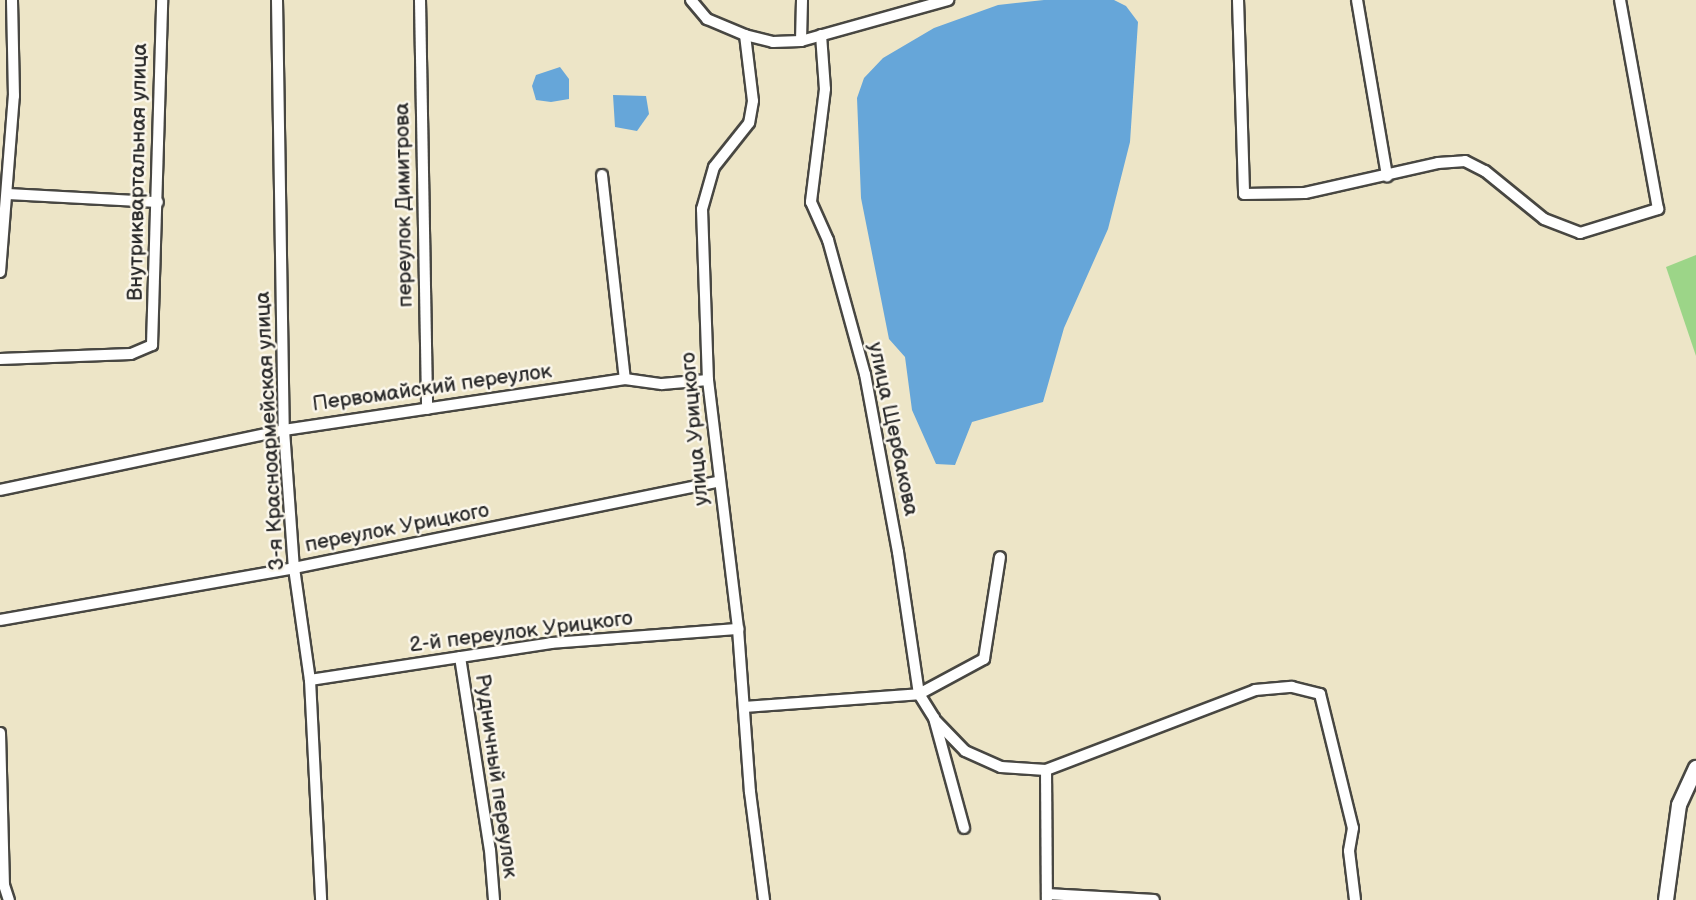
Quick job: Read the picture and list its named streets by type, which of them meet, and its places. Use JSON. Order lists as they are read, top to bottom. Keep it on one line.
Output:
{"streets":{"street":["Внутриквартальная улица","переулок Димитрова","Первомайский переулок","улица Урицкого","улица Щербакова","3-я Красноармейская улица","переулок Урицкого","2-й переулок Урицкого","Рудничный переулок"]},"crossings":[["переулок Димитрова","Первомайский переулок"],["Первомайский переулок","улица Урицкого"],["Первомайский переулок","3-я Красноармейская улица"],["улица Урицкого","переулок Урицкого"],["улица Урицкого","2-й переулок Урицкого"],["3-я Красноармейская улица","переулок Урицкого"],["3-я Красноармейская улица","2-й переулок Урицкого"],["2-й переулок Урицкого","Рудничный переулок"]]}
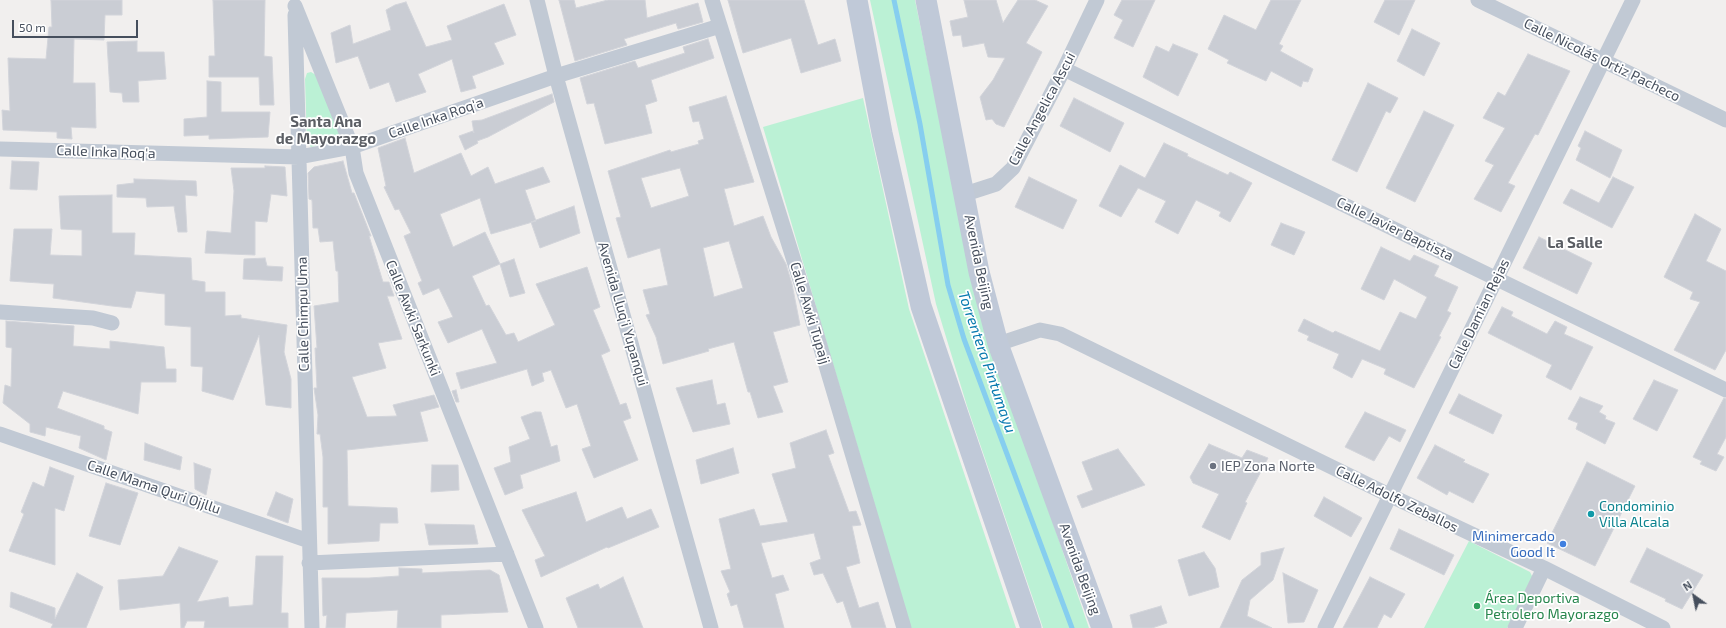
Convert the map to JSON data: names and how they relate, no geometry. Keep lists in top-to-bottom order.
{
  "streets": {
    "main road": ["Avenida Beijing"],
    "street": [
      "Calle Nicolás Ortiz Pacheco",
      "Calle Angelica Ascui",
      "Calle Inka Roq'a",
      "Calle Javier Baptista",
      "Calle Awki Tupajj",
      "Calle Chimpu Uma",
      "Avenida Lluq'i Yupanqui",
      "Calle Damian Rejas",
      "Calle Awki Sarkunki",
      "Calle Mama Quri Ojjllu",
      "Calle Adolfo Zeballos"
    ]
  },
  "crossings": [
    ["Calle Nicolás Ortiz Pacheco", "Calle Damian Rejas"],
    ["Calle Angelica Ascui", "Calle Javier Baptista"],
    ["Calle Angelica Ascui", "Avenida Beijing"],
    ["Calle Inka Roq'a", "Calle Awki Tupajj"],
    ["Calle Inka Roq'a", "Calle Chimpu Uma"],
    ["Calle Inka Roq'a", "Avenida Lluq'i Yupanqui"],
    ["Calle Inka Roq'a", "Calle Awki Sarkunki"],
    ["Calle Javier Baptista", "Calle Damian Rejas"],
    ["Avenida Beijing", "Calle Adolfo Zeballos"],
    ["Calle Chimpu Uma", "Calle Awki Sarkunki"],
    ["Calle Chimpu Uma", "Calle Mama Quri Ojjllu"],
    ["Calle Damian Rejas", "Calle Adolfo Zeballos"]
  ],
  "districts": ["Santa Ana de Mayorazgo", "La Salle"],
  "water": ["Torrentera Pintumayu"],
  "places": [
    "IEP Zona Norte",
    "Condominio Villa Alcala",
    "Minimercado Good It",
    "Área Deportiva Petrolero Mayorazgo"
  ],
  "scale_bar": "50 m",
  "north": "top left"
}
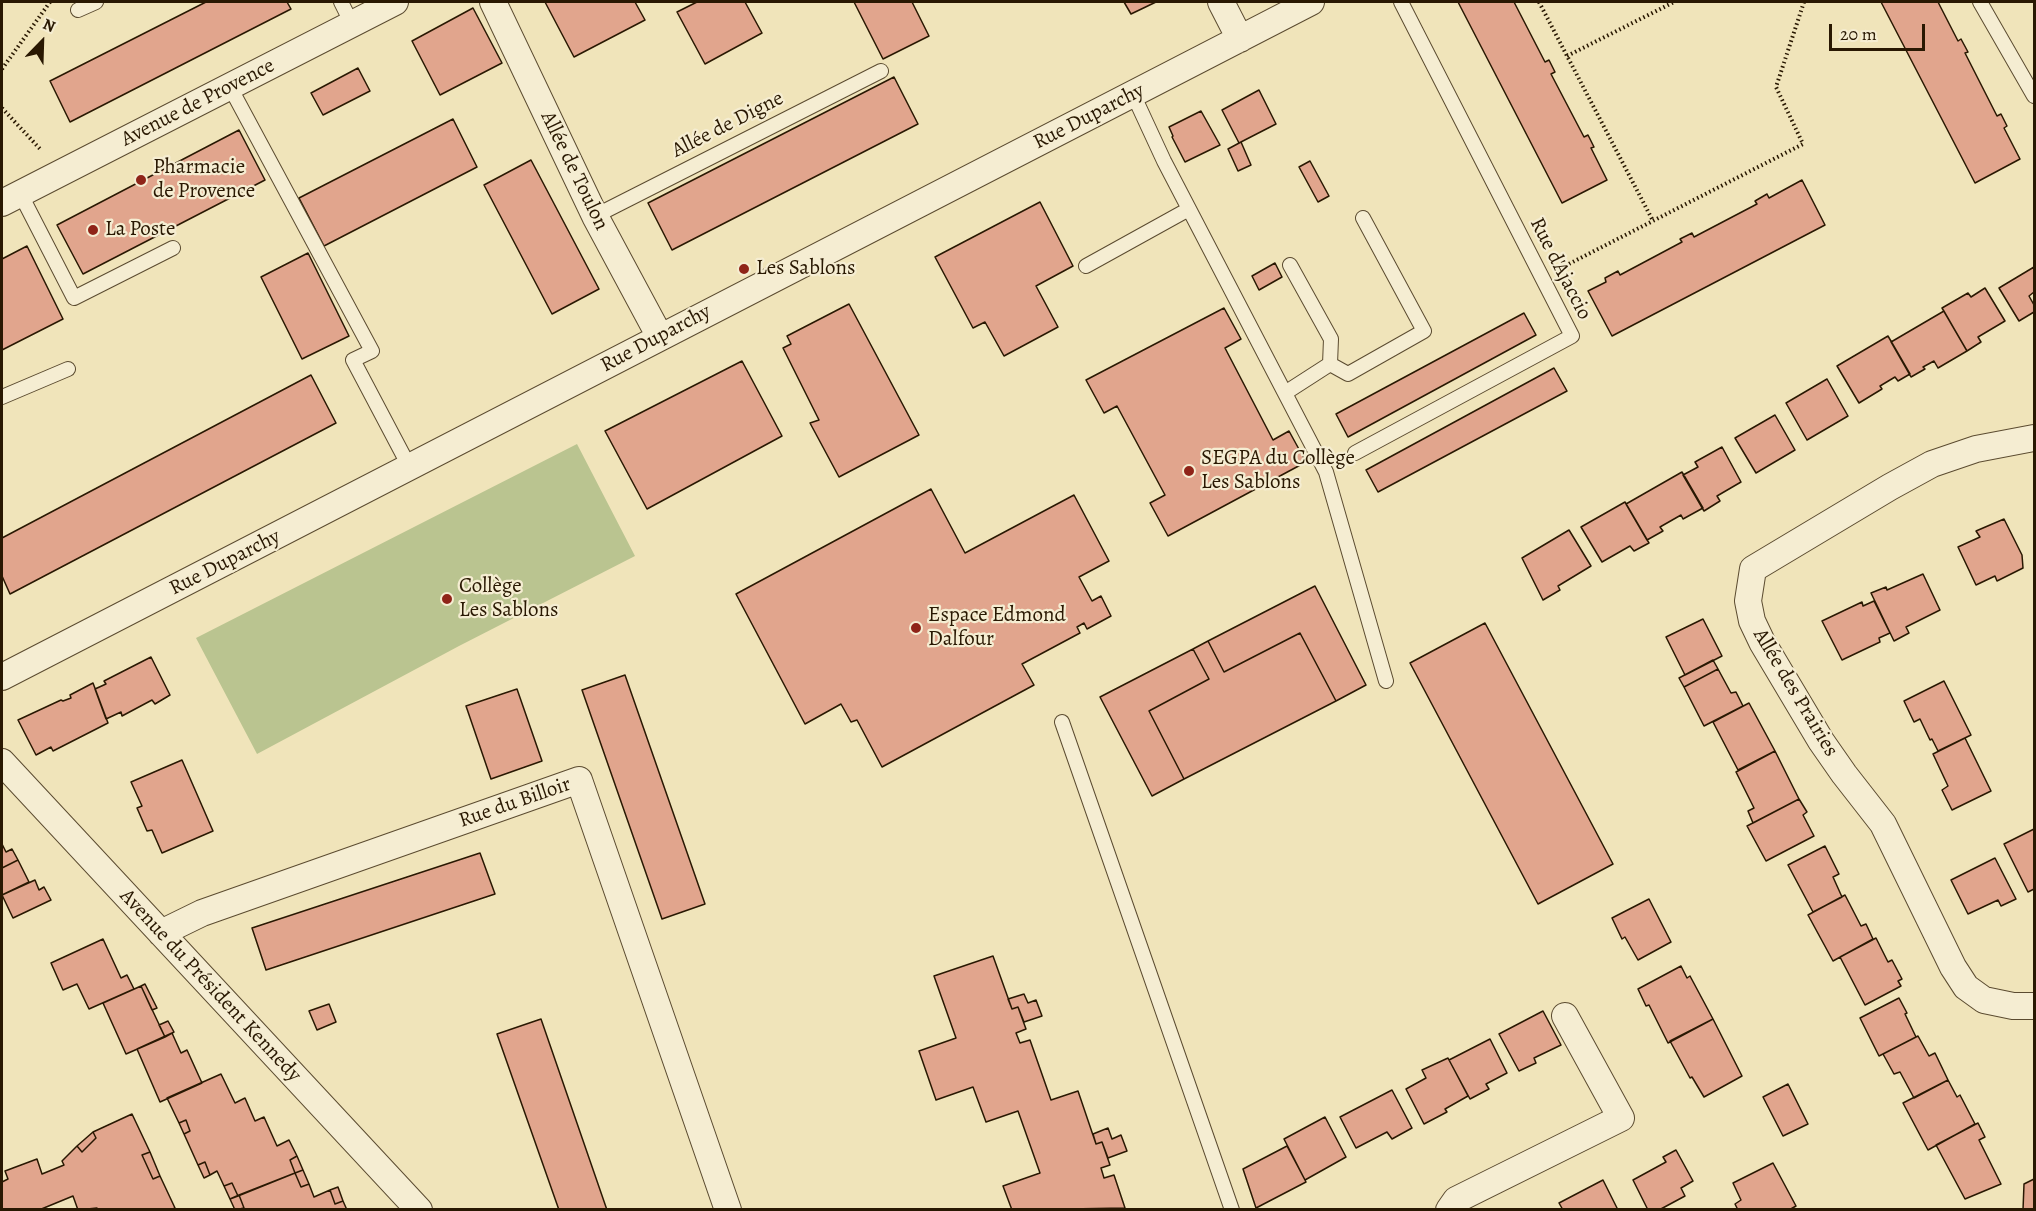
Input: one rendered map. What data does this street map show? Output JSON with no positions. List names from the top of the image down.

**WHAT THE TASK ASKS:**
Give back the listing exactly, with the pictures removed.

**EXERCISE RESPONSE:**
Quick job: Read the picture and list its named streets by type, which of them meet, and its places. Use JSON. Order lists as they are read, top to bottom. Keep it on one line.
Output:
{"streets":{"street":["Внутриквартальная улица","переулок Димитрова","Первомайский переулок","улица Урицкого","улица Щербакова","3-я Красноармейская улица","переулок Урицкого","2-й переулок Урицкого","Рудничный переулок"]},"crossings":[["переулок Димитрова","Первомайский переулок"],["Первомайский переулок","улица Урицкого"],["Первомайский переулок","3-я Красноармейская улица"],["улица Урицкого","переулок Урицкого"],["улица Урицкого","2-й переулок Урицкого"],["3-я Красноармейская улица","переулок Урицкого"],["3-я Красноармейская улица","2-й переулок Урицкого"],["2-й переулок Урицкого","Рудничный переулок"]]}
Convert the map to JSON data: names and how they relate, no geometry. Keep lists in top-to-bottom order.
{
  "streets": {
    "main road": ["Avenida Beijing"],
    "street": [
      "Calle Nicolás Ortiz Pacheco",
      "Calle Angelica Ascui",
      "Calle Inka Roq'a",
      "Calle Javier Baptista",
      "Calle Awki Tupajj",
      "Calle Chimpu Uma",
      "Avenida Lluq'i Yupanqui",
      "Calle Damian Rejas",
      "Calle Awki Sarkunki",
      "Calle Mama Quri Ojjllu",
      "Calle Adolfo Zeballos"
    ]
  },
  "crossings": [
    ["Calle Nicolás Ortiz Pacheco", "Calle Damian Rejas"],
    ["Calle Angelica Ascui", "Calle Javier Baptista"],
    ["Calle Angelica Ascui", "Avenida Beijing"],
    ["Calle Inka Roq'a", "Calle Awki Tupajj"],
    ["Calle Inka Roq'a", "Calle Chimpu Uma"],
    ["Calle Inka Roq'a", "Avenida Lluq'i Yupanqui"],
    ["Calle Inka Roq'a", "Calle Awki Sarkunki"],
    ["Calle Javier Baptista", "Calle Damian Rejas"],
    ["Avenida Beijing", "Calle Adolfo Zeballos"],
    ["Calle Chimpu Uma", "Calle Awki Sarkunki"],
    ["Calle Chimpu Uma", "Calle Mama Quri Ojjllu"],
    ["Calle Damian Rejas", "Calle Adolfo Zeballos"]
  ],
  "districts": ["Santa Ana de Mayorazgo", "La Salle"],
  "water": ["Torrentera Pintumayu"],
  "places": [
    "IEP Zona Norte",
    "Condominio Villa Alcala",
    "Minimercado Good It",
    "Área Deportiva Petrolero Mayorazgo"
  ],
  "scale_bar": "50 m",
  "north": "top left"
}
Input: one rendered map. What data does this street map show? Output JSON with no positions. List names from the top of the image down.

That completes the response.